Üstinsan, çevresinin ona dayattığı zorunlamalara ,
kısıtlamalara veya özgürlük alanını yok sayan, kademeli olarak veya doğrudan
kısıtlayan herhangi bir şeye boyun eğmeyen insandır. Karakter itibariyle her
zaman egemen olmayı amaçlayan kişilerdir. Diğer insanların yarattıkları
değerleri kabul etmek yerine kendi değerlerini yaratırlar. Kendi değerlerini kutsalı sayarlar. Kutsalı saydıkları
ideallere ne pahası olursa olsun ulaşmayı hedeflerler. Üstinsan, özgüvenli
bağımsız ve özgür bir insandır. Fakat bu idealler uğrunda bencil acımasız ve tehlikeli
de olabilmektedir.
Nietszche, bir insanın Üstinsan’a ulaşması için acıya olan
bakış açısını da değiştirmesi gerektiğini belirtir. Acıdan kaçmak yerine acıyı
kucaklamak hatta acıyı tüm çıplaklığıyla hissetmek gerektiğini de belirtir. Çünkü
ona göre acı çekmek insanı geliştiren, yücelten bir durumdur.
(v1) Ünlü Alman filozof Friedrich Wilhelm Nietzsche’nin
görüşlerine ben de katılıyorum, ama bir farkla. Bence de acı çekmek insanı
geliştiren ve olgunlaştıran bir durumdur fakat gereğinden fazla acı çekmek bu
yükü kaldıramayacak insanların sonunu getirebilir. Mesela psikolojik olarak
yıkımlara uğrayan bir insan hayatın olağan akışında meydana gelen yıkımlar
neticesinde bu yükten kurtulmak için çare bulamayıp hayatına son verebilir. Bu her
ne kadar acizlik olsa da (kişisel düşüncem) bazı insanların psikoloji kotasını
doldurduğu ve içinden çıkılamaz bir durum haline geldiği için bir çare gibi
gözükebilir. Ama genel düşünceme bakıldığında intihar her ne olursa olsun
basitlik ve acizliktir.
Acı çekmenin insanı geliştiren bir durum olduğunu belirten Nietzsche,
acı çekmeyi hafifleten, uyuşturan etmenlerden uzak durması gerektiğini
belirtir.
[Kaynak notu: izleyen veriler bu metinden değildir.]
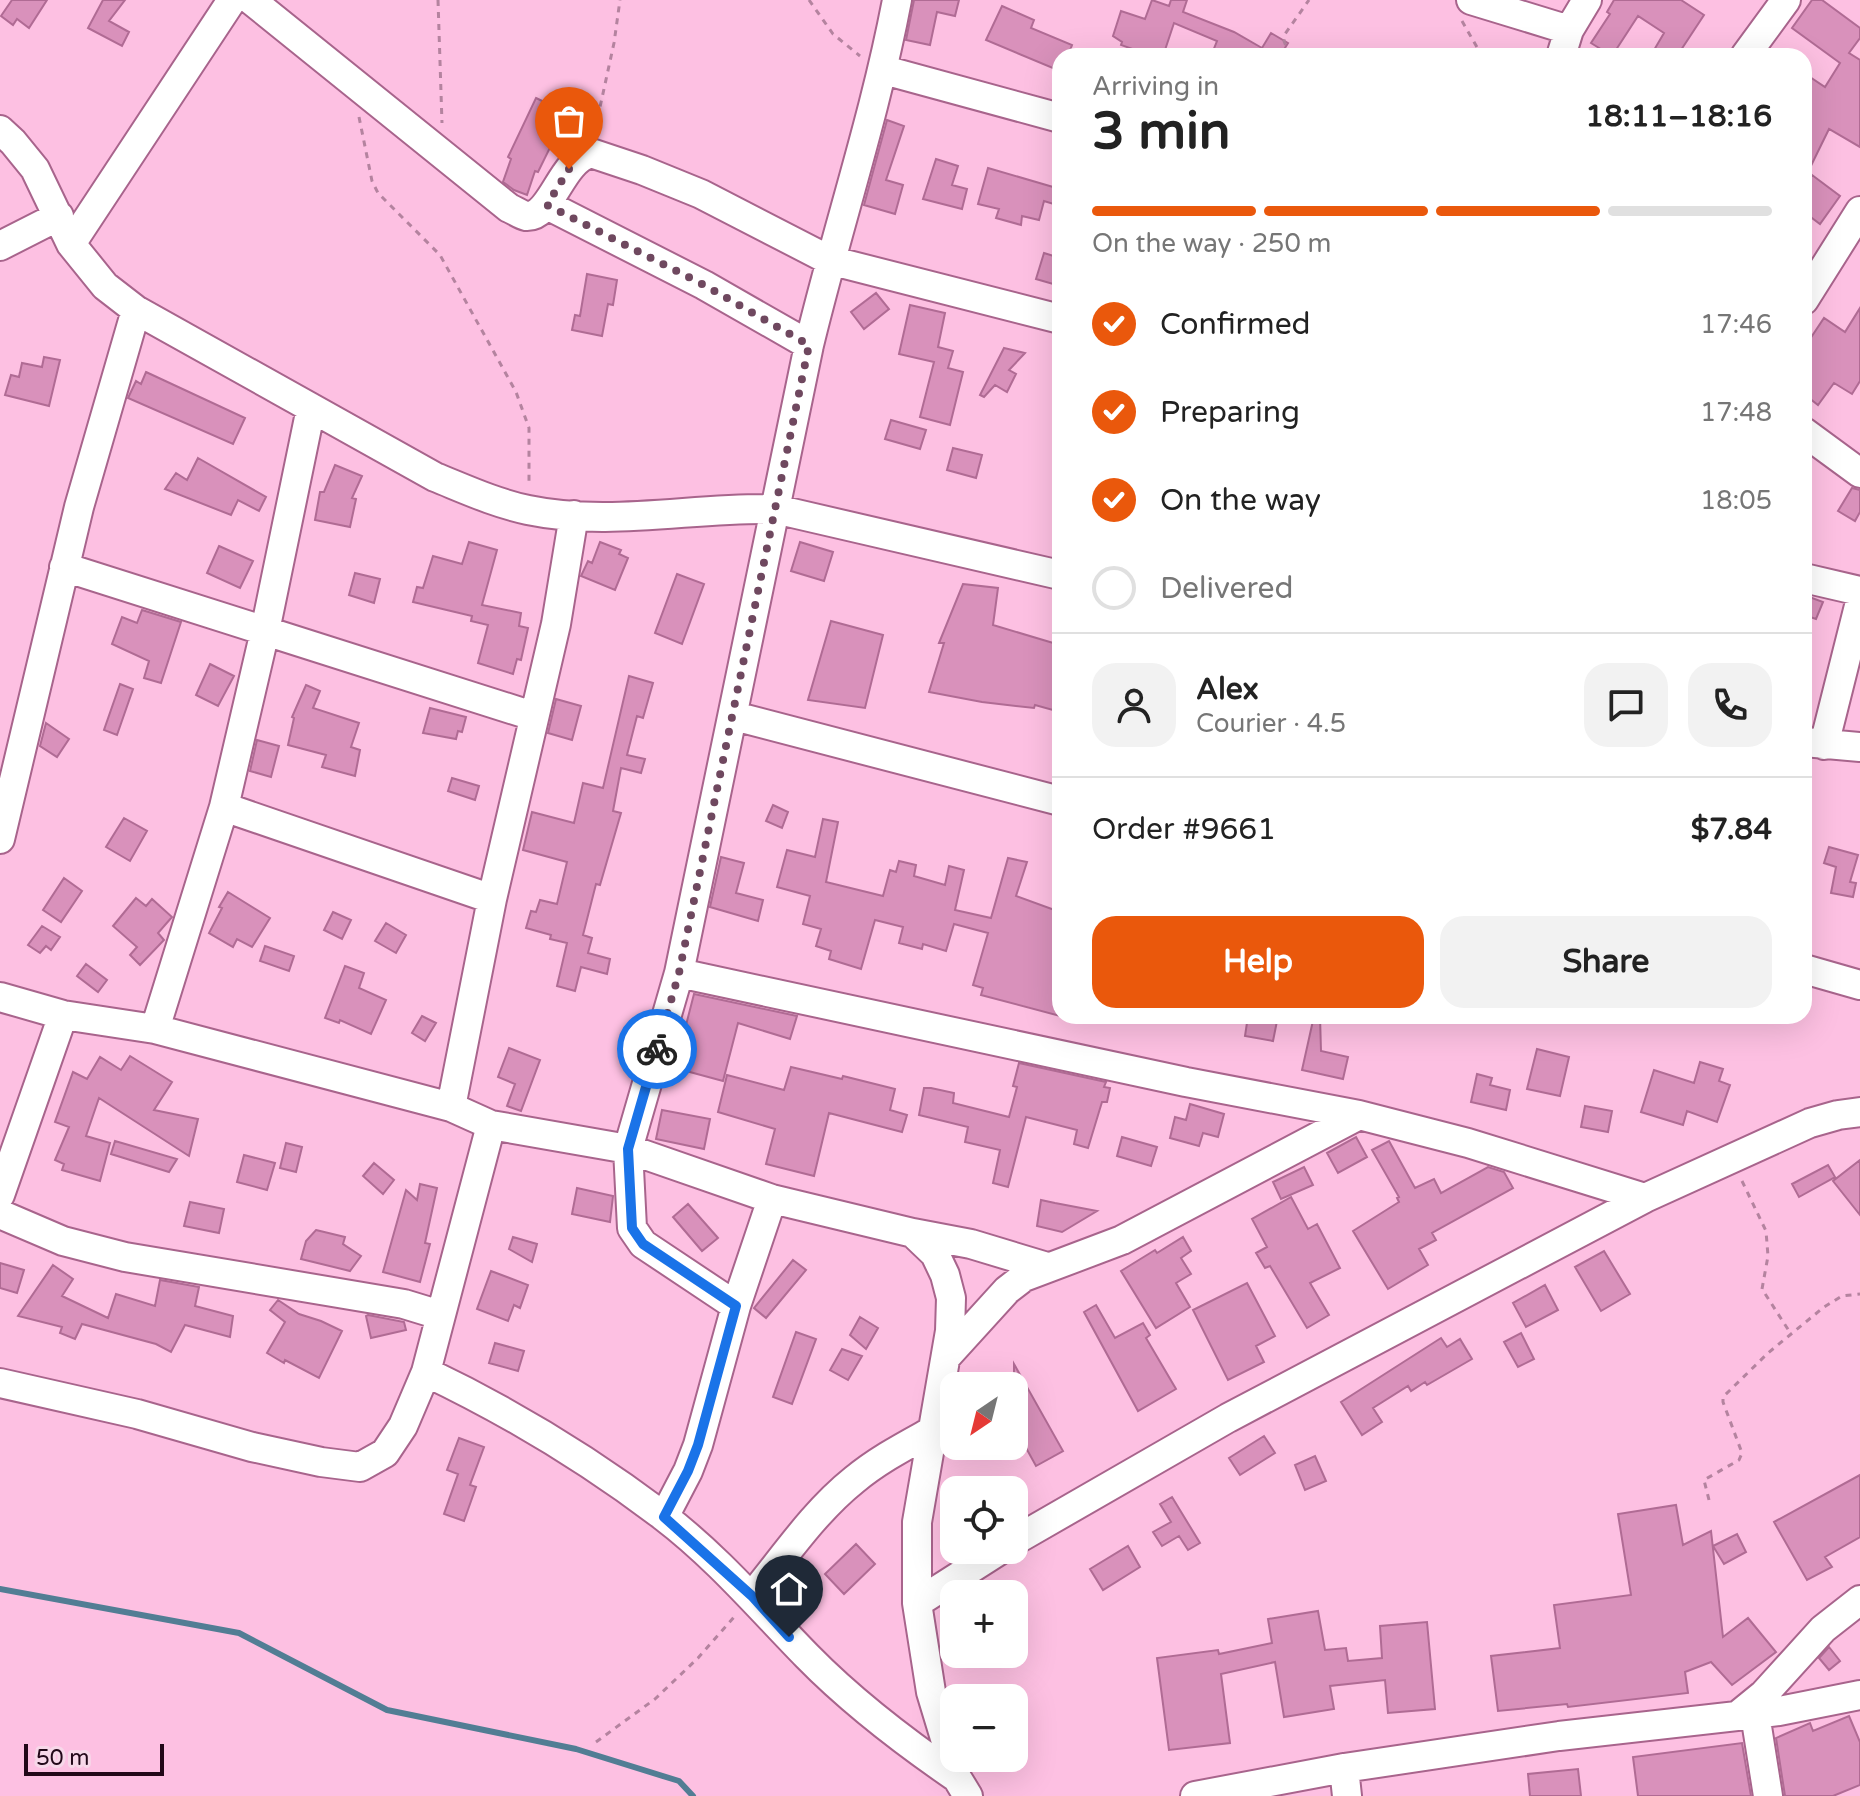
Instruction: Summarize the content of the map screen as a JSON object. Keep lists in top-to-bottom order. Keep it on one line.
{"scale_bar":"50 m","north":"bottom left","page":{"heading":["3 min","Arriving in","18:11–18:16"],"panel":["Alex","Courier · 4.5","Order #9661","$7.84"],"bar":"On the way · 250 m","list":[["Confirmed","17:46"],["Preparing","17:48"],["On the way","18:05"],"Delivered"],"buttons":["Help","Share"],"map_buttons":["+","−"],"scale":"50 m"}}
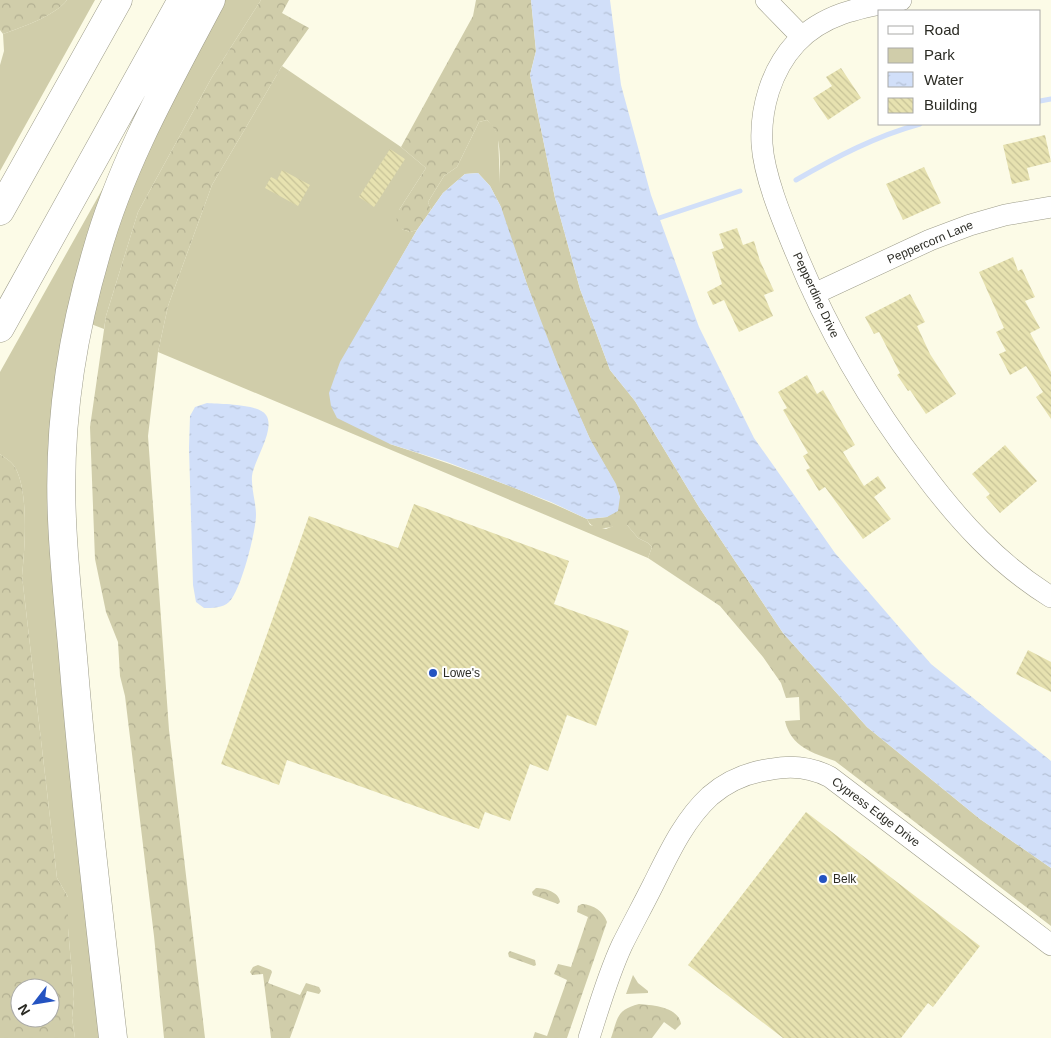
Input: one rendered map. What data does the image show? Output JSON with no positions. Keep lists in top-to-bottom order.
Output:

Kendisi bu duruma örnek olarak alkolü gösterir. Fakat diğer uyuşturucu
maddeleri de bu sınıfa ekleyebiliriz. Alman filozofa göre bu maddeler çekilen
acının etkisini (kısa süreliğine de olsa) düşürür. Ancak bu bağlamda acı
karşısında hissizleşmek iyi bir şey değildir.
Nietszche’ye göre acı karşısındaki en büyük engel dinlerdir.
Çevresindeki dinden insanları gözlemleyen Nietszche, bu insanların bir nevi
kişisel acılarından kaçmak, baskılayabilmek veya bu acıların üstesinden
gelebileceklerini düşündükleri için dine sarıldıklarını gözlemler.
“Tanrı öldü”
Bu insanların acı çektiklerinden kendilerine kattıkları
kazanımlardan mahrum kaldıklarını düşünür.
Elbette ki Nietszche’nin bu Üstinsan konsepti ciddi
eleştirilere maruz kalır. Bu eleştiriler karşısında Nietszche şu sözleri
söyler:
“İddia ederim ki benim Üstinsan dediğime siz şeytan
diyeceksiniz.”
Bu sözün söylenmesindeki nedenlerden biri de Üstinsan
konseptinin faşist ideojilere ilham verdiği düşüncesidir. Özellikle Nazi
Almanyası’nda Adolf Hitler’in felsefesinde Üstinsan konseptine benzer bir yapı
olduğu iddia edilir. Üstün Alman ırkı yaratmak veya Yahudi halkını ortadan
kaldırmak gibi amaçlara sahip olan Nazi Almanya’sı, tıpkı bir Üstinsan misali
ideallerine ulaşmak için son derece cüretkar hamlelerde bulunmuştur.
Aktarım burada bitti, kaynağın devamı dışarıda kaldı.